What the exercise asks:
Line count for "Dizonno": give the number of lines in the records below that hold it, and nothing else.

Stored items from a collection
⟨

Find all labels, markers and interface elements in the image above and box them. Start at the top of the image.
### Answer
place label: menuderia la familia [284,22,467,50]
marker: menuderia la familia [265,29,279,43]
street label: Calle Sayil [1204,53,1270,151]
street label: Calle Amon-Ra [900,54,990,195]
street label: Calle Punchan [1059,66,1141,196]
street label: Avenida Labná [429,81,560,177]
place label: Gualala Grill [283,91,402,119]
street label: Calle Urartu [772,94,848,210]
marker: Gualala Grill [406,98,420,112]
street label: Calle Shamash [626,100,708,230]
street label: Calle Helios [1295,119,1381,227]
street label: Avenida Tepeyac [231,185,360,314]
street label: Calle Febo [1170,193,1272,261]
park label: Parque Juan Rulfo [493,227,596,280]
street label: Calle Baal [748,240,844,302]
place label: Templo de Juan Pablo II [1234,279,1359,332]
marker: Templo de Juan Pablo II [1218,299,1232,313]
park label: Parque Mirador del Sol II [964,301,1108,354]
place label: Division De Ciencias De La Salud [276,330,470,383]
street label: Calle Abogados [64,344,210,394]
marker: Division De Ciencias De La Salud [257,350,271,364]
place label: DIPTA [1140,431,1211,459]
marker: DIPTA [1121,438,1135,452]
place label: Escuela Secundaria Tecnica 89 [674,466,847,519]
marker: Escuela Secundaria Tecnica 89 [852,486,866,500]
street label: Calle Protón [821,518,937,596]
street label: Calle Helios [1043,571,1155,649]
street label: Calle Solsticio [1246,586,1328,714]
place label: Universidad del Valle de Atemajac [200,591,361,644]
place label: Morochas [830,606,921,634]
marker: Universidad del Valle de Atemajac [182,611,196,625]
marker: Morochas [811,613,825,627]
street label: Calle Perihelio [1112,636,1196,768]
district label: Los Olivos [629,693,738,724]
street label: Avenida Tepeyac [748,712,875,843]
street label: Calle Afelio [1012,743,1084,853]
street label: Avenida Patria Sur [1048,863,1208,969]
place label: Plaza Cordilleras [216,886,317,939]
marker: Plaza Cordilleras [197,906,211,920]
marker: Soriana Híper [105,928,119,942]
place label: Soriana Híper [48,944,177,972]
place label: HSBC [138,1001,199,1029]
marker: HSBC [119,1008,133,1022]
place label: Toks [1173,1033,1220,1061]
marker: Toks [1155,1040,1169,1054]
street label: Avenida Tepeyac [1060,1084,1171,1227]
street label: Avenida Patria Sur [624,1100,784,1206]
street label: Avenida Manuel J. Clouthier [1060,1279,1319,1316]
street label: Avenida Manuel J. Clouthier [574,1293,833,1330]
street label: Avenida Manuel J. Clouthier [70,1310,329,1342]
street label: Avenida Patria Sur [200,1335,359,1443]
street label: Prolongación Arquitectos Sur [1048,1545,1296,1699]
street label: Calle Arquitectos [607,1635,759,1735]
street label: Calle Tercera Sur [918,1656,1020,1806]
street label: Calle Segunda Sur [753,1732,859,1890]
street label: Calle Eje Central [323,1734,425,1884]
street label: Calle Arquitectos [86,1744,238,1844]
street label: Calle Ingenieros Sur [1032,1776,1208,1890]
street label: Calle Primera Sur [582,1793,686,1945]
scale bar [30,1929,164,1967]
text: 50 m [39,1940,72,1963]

⟩
⟨

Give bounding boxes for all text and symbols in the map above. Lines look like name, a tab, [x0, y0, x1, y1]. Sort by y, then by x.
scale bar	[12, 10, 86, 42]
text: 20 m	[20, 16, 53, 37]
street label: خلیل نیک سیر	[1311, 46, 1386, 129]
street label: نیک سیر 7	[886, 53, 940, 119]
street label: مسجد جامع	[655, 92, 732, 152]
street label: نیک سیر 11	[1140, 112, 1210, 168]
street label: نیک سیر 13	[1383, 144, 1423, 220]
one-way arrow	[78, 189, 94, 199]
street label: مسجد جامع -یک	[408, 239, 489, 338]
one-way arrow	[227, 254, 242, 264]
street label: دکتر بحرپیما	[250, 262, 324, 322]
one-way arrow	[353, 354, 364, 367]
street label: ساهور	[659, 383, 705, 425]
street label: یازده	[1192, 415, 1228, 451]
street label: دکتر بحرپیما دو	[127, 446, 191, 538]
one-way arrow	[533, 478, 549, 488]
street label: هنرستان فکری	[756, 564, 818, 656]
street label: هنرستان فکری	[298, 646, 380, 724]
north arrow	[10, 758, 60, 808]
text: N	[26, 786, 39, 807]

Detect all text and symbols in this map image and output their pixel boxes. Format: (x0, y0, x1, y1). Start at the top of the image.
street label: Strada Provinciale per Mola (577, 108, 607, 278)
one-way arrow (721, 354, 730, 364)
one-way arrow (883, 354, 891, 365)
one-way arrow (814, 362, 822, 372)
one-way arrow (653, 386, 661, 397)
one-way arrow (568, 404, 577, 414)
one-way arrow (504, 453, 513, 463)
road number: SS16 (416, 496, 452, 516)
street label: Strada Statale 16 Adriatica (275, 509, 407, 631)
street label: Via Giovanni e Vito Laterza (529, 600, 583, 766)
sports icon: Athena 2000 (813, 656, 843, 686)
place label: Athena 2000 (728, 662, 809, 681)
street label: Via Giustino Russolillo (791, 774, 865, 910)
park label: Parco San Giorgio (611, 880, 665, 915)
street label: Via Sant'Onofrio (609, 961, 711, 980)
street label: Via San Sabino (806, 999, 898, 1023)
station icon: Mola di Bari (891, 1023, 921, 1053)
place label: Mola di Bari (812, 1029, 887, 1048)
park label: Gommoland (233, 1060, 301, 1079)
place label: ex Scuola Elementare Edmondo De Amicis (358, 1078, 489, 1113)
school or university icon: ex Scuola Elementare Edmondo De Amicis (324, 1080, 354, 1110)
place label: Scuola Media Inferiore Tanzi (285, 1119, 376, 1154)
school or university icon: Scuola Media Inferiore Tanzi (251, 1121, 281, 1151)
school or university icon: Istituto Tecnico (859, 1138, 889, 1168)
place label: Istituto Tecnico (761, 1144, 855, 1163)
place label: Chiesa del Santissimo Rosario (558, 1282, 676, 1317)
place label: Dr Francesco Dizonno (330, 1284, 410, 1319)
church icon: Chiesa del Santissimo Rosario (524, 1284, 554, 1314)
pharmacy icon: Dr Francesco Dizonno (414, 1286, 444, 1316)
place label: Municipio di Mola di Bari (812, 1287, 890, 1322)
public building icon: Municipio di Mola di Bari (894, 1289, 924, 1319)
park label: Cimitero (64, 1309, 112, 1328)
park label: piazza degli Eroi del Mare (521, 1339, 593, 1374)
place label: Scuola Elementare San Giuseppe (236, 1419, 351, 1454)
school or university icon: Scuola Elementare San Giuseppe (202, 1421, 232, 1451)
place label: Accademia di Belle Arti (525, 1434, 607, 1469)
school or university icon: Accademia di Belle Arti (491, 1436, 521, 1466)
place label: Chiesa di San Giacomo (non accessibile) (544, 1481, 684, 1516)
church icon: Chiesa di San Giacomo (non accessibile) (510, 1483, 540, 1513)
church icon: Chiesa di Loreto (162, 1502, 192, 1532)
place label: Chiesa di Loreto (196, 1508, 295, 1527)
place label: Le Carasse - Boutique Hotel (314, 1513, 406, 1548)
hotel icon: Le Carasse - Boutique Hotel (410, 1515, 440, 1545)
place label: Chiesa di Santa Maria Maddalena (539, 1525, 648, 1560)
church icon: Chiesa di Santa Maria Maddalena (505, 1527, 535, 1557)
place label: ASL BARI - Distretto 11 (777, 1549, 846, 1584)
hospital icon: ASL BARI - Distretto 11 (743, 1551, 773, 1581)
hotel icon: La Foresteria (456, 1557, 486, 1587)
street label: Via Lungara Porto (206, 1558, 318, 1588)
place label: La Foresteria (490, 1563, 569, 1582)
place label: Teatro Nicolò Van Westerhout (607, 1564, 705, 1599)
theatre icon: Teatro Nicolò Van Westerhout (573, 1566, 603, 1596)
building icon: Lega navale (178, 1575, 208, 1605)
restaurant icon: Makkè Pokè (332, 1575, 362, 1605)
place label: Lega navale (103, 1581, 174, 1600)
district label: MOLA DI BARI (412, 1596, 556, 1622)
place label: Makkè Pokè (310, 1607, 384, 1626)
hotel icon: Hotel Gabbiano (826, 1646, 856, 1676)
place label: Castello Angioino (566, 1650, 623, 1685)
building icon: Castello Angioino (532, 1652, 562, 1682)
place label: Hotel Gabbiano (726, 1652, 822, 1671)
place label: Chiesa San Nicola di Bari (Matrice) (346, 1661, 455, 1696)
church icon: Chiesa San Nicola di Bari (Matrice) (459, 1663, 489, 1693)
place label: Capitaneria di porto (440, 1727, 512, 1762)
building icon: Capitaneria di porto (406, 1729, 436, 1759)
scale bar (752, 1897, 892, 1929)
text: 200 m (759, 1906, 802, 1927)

⟩
⟨

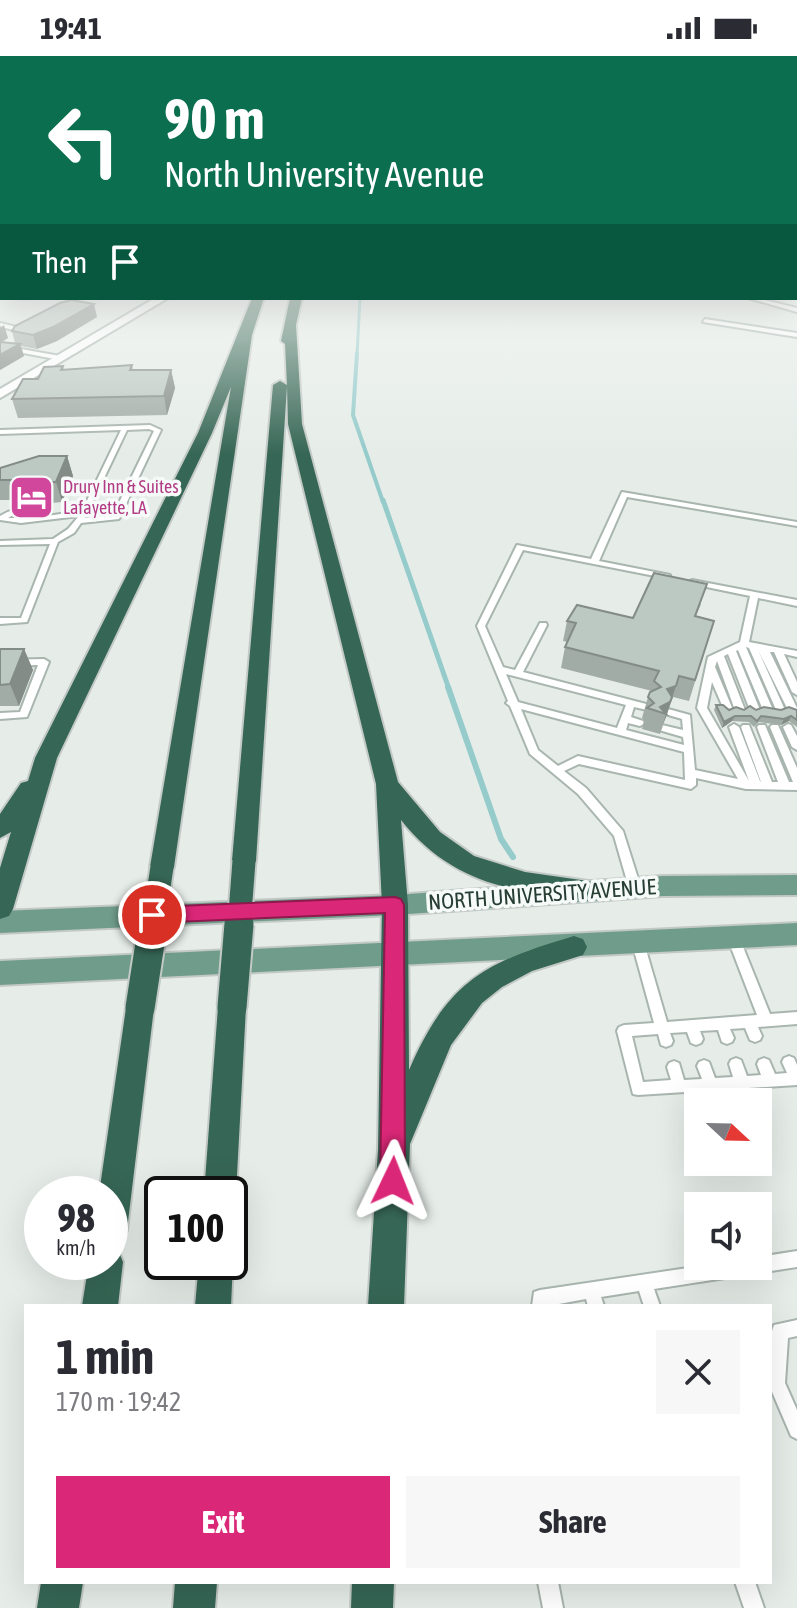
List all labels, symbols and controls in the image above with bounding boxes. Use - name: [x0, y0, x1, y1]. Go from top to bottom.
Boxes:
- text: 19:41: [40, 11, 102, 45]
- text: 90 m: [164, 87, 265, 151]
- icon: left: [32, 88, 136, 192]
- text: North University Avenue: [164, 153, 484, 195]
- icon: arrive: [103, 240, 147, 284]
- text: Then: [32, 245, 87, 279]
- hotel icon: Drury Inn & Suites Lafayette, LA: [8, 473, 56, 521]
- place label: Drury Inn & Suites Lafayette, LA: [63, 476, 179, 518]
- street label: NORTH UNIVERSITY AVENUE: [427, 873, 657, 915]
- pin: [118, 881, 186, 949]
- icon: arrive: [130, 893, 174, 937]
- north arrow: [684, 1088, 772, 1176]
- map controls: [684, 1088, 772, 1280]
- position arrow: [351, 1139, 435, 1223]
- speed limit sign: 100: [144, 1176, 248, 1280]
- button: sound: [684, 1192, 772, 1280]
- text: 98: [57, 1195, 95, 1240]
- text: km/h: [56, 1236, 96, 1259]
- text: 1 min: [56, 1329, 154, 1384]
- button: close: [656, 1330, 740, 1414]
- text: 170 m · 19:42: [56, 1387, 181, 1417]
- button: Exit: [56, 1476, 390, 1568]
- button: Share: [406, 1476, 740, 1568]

⟩

Written answer:
2